そのお声があの人をかき消した。こちらのアヤカシさんの力が、もう届かなかったのかもしれない。
キタヤマさんは、その場にうつ伏せにどうっと倒れ込む。
『北山!しっかり?!大丈夫かっ!』
『北山さんっ!』
走り込んできたのは、ガヤさんとニカさんとセンガさん。
『怪我はねぇ…北山!北山っ!!』
ガヤさんが北山さんの身体を揺すり、名前を呼び続け、センガさんが立ち上がり周囲を見渡し、ニカさんはキタヤマさんとガヤさんを守るように両手を広げている。
《キタヤ…マサンッ!…ケガワナ、イ!》
僕に噛み付かれ、アヤカシさんはイヤイヤと暴れながらもガヤさんたちの言葉を繰り返した。
《シッカリ…シッ、カリ…!!!》
さっきから誰かのお言葉を繰り返すだけ。自分のお言葉がないの。
それはひょっとして、愛した記憶も?
まさか、あの人の愛した記憶を自分の記憶として楽しんでたの?
やがて、アヤカシさんはフラフラとそばの木に背中をついた。僕は噛むのをやめて、地面に飛び降りる。
《…アイシ。テル。イッショ、ニ……?》
アヤカシさんは、そのおっきな木に吸い込まれるように消えていった。
…ねぇ?あなたはどうしてあの人を選んだの?
僕は荒くなった息を鎮めながら、くるりとその木を回ってみた。
………そして見つけた。
あの人が着ていたお服の切れ端。
寂しくなるほど誰かを愛した人は、ここにいたんだね?あなたはその記憶を取り込んだのね?その愛ではなくて、ただ寂しさだけを。

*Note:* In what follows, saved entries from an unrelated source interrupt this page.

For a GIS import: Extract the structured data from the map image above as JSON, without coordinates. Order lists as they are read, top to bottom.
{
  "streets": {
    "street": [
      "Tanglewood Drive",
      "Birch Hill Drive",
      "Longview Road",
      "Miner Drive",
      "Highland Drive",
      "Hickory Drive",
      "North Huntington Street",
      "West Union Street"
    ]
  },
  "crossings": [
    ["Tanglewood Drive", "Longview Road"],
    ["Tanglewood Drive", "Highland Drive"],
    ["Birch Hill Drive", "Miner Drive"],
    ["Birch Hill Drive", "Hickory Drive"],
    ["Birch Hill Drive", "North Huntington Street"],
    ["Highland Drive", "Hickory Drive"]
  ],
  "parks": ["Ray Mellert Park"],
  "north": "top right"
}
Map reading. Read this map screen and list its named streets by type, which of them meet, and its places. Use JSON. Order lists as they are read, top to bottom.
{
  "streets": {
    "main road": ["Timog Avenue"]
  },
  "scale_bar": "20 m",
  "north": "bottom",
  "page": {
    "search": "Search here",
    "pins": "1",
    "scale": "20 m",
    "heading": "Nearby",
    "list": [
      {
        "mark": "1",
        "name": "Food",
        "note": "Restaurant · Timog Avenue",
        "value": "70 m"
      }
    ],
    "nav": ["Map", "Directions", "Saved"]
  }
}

…噛み付いて、ごめんなさい。もし、良い取り方をするならば。
僕とは違う考え方だけど、あなたはあなたなりにあの人の記憶を取り込んで、その想いを叶えようとしたのかな。
…………あ、いや、まあ、良いように取っても悪いように取っても、めちゃくちゃ迷惑なことには変わりないんですが。正直とんでもなくダメなことですからねっ?
あなたがたアヤカシさんのお約束は存じませんが、僕たち動物のお約束では《行けないとこには行かない》。
誰かの愛の記憶の為に、他の誰かの愛の領域に足を踏み入れてはいけない。そう思いません?
どちらにせよ、それはお互いにまた新たに飢えるような苦しみを生み出すだけだと思うの。
だから2度とこんなことしちゃダメ!!
でないと、また噛み付いちゃいますよ〜??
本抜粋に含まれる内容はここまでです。